Warning: spoilers for “The Wulver’s Rose” will be involved in this post, so if you haven’t read it, be aware.

     I knew, as soon as I learned of the Rooglewood Press Fairy Tale collections during the Five Glass Slippers contest, that if they ever did “Beauty and the Beast,” I’d want to enter. It’s my all-time favorite fairy tale, and one that I’ve always felt a special kinship to, probably because I related so much to Belle in the Disney movie. However, I also knew that I didn’t want to push myself— “Beauty and the Beast” is too special a tale for me to write a half-baked, lackluster story just for the sake of writing one.

     So when I saw that the next contest was, indeed, “Beauty and the Beast,” I stared at my computer screen at the cover of Five Enchanted Roses trying for the life of me to come up with a plot. I knew I didn’t want to base mine on the Disney version—it’s been such a part of my “Beauty and the Beast” experience that I wanted to do something different, something that followed the original tale more closely.  At the beginning I was open to almost any setting or twist, but I did have a few guidelines I wanted to follow:  1) to base it on a version other than Disney’s tale 2) to make the beast an actual well-known creature from mythology and 3) to make sure that the beast is not cursed due to his own actions (I’ll go into my reasons for that last one, later)

     And then, in the irony that is life, it was thinking about the Disney version that gave me my own spin on the plot:

     What do I do about the servants? I don’t want to make them enchanted objects; that’s too Disney. Although it is interesting that the most important enchanted object—the rose—was the only one not actually a person in the movie.* WAIT- what if it was a person? Oh, that makes so much sense! THAT explains why the beast would be so upset over the merchant’s taking of the rose in the original story. It always did seem kind of silly to get that mad about a rose, unless it was important…unless it was a person…

     My imagination spun out of control at this point, and I started scribbling down my ideas. Here’s a peek into my “book of secrets” and some early planning of the story. Amazingly, most of these notes actually ended up translating and being incorporated into the final story, despite that this was all very early planning:

     It was actually my heroine’s name that originally sparked my idea on the setting, since “Bonnie” means “pretty,” and I wanted a name comparable to the original. In looking up names that meant “Beauty,” “Bonnie” was really the only one I liked enough to use. Of course, I then found out later that “Bonnie” isn’t usually used as a name in Scotland (It’s actually more of an American thing, as a tribute to Scottish heritage) but I decided to use it anyway, even if it was uncommon, since we don’t really go around naming our daughters “Beauty,” either. The fact that Bonnie is my character’s nickname also made it more plausible. During this time, I simultaneously researched Scottish mythology and quickly settled on the wulver as my beast. In fact, it almost seemed too perfect a creature to be true! The legends surrounding the wulver also ended up winding their way into my story. (And again, wolves tend to remind me of the story of “Beauty and the Beast” in general—another unintentional Disney moment)
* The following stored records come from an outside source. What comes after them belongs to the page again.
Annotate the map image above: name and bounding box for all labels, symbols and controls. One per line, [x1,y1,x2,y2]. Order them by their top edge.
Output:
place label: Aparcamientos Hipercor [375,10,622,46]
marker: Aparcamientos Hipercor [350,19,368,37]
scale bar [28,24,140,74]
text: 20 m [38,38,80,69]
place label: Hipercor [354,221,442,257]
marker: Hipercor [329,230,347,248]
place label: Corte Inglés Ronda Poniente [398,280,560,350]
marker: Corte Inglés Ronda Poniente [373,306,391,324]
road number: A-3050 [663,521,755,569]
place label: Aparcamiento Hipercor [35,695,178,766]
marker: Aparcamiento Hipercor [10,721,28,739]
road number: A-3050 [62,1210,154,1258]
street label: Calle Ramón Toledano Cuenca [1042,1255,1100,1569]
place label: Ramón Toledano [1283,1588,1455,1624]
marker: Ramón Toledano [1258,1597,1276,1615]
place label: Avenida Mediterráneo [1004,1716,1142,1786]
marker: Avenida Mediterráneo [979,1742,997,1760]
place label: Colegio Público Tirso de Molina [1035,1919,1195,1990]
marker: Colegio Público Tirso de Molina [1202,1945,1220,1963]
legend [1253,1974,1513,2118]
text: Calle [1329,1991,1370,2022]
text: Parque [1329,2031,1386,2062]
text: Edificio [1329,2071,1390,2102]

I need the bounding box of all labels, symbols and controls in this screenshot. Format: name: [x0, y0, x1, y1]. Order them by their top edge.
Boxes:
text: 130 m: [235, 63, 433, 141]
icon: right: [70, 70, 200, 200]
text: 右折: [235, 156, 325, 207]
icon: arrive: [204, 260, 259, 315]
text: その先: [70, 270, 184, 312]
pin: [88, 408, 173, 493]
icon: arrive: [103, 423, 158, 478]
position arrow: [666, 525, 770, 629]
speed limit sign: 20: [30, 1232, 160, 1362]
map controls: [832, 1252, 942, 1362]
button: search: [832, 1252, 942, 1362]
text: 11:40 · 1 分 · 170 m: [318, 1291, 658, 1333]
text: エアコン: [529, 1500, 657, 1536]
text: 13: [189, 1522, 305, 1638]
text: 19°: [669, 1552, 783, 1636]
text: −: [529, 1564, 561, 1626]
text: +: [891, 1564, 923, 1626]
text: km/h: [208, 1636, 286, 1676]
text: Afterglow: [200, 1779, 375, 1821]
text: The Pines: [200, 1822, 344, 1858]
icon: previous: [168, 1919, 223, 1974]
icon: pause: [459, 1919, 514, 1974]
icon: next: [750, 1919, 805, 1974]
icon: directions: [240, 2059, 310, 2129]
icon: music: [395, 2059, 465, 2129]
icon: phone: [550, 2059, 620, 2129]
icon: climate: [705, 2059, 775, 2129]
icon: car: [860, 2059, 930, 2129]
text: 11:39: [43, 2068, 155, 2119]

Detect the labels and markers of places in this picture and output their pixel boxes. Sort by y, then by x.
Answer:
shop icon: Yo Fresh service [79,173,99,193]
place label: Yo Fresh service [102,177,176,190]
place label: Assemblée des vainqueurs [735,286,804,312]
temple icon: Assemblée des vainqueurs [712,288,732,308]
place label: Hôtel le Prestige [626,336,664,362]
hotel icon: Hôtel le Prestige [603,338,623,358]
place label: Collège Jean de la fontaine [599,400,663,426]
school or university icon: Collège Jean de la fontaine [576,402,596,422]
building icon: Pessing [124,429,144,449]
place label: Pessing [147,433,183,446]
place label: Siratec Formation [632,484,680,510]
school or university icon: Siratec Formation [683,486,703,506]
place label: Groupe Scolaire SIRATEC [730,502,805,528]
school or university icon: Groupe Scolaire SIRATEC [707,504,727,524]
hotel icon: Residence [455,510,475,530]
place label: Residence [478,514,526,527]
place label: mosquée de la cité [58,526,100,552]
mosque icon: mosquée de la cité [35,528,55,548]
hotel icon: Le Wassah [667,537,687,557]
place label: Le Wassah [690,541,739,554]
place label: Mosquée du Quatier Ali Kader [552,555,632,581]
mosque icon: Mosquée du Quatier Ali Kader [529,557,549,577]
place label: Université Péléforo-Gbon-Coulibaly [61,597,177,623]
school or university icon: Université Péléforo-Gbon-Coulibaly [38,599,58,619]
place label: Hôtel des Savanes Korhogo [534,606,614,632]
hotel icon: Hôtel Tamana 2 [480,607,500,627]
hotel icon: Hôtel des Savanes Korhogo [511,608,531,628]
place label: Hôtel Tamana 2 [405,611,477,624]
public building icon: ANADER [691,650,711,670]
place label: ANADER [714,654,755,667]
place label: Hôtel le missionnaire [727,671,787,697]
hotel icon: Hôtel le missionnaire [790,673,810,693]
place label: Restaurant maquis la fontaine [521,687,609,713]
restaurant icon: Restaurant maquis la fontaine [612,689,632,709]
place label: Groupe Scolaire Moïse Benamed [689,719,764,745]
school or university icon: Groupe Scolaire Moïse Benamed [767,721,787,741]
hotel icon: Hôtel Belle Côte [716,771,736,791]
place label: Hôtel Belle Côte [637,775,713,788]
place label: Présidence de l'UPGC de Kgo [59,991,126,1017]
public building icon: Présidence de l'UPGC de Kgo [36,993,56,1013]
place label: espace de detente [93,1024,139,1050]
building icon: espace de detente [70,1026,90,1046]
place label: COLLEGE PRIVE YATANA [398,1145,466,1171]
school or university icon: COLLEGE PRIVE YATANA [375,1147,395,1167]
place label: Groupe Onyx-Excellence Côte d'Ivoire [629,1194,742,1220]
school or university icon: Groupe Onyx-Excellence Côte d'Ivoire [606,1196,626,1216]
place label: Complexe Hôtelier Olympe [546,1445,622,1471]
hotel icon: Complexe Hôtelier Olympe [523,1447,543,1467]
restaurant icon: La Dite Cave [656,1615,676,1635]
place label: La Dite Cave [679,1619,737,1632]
     Then, research was required. I had a hunch to make it take place in the 17th or 18th century, so I checked out a rather massive book of Scottish history from the library. I meant to just read the material pertinent to the 1600 and 1700s, but I ended up reading the whole thing, mostly because I’m just a history weirdo but also because I decided it gave me a better overall grasp of Scottish history and culture in general.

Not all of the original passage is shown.